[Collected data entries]

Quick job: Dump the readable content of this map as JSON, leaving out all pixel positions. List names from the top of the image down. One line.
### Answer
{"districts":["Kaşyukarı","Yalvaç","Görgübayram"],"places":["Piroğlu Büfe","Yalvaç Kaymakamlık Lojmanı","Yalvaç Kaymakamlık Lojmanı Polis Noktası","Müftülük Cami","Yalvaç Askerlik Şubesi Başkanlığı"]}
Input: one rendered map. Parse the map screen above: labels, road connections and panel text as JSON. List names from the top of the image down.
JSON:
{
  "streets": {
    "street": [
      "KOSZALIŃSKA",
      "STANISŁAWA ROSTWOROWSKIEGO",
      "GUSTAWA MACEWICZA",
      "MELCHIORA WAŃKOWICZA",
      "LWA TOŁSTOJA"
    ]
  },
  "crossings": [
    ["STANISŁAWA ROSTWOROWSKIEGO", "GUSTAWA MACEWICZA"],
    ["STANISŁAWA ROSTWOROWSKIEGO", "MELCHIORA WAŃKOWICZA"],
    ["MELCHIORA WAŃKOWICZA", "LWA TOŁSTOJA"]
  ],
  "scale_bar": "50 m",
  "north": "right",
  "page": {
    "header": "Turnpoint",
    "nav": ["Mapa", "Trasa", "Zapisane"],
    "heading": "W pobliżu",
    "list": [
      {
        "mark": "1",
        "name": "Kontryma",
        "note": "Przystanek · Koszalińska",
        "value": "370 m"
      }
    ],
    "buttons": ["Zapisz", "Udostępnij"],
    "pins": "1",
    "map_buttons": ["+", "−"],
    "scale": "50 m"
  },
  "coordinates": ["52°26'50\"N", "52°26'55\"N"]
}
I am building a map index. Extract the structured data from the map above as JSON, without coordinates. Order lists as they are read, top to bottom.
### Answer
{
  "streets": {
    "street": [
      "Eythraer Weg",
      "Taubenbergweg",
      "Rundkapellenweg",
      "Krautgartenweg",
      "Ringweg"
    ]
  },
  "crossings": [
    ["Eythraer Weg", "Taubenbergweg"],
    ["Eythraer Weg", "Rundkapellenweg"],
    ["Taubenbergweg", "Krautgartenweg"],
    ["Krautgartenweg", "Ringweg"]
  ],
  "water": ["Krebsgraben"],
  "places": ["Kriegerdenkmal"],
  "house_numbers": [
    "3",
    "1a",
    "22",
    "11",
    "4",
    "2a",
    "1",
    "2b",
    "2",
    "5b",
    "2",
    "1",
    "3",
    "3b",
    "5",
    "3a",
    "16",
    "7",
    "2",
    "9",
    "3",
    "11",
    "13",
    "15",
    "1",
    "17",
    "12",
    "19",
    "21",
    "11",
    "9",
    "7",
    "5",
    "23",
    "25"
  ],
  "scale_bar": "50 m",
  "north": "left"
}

■ WHAT TO DO:
Return every line in the records that includes the string "above".

■ RESULT OF THIS EXERCISE:
Input: one rendered map. Parse the map screen above: labels, road connections and panel text as JSON. List names from the top of the image down.
I am building a map index. Extract the structured data from the map above as JSON, without coordinates. Order lists as they are read, top to bottom.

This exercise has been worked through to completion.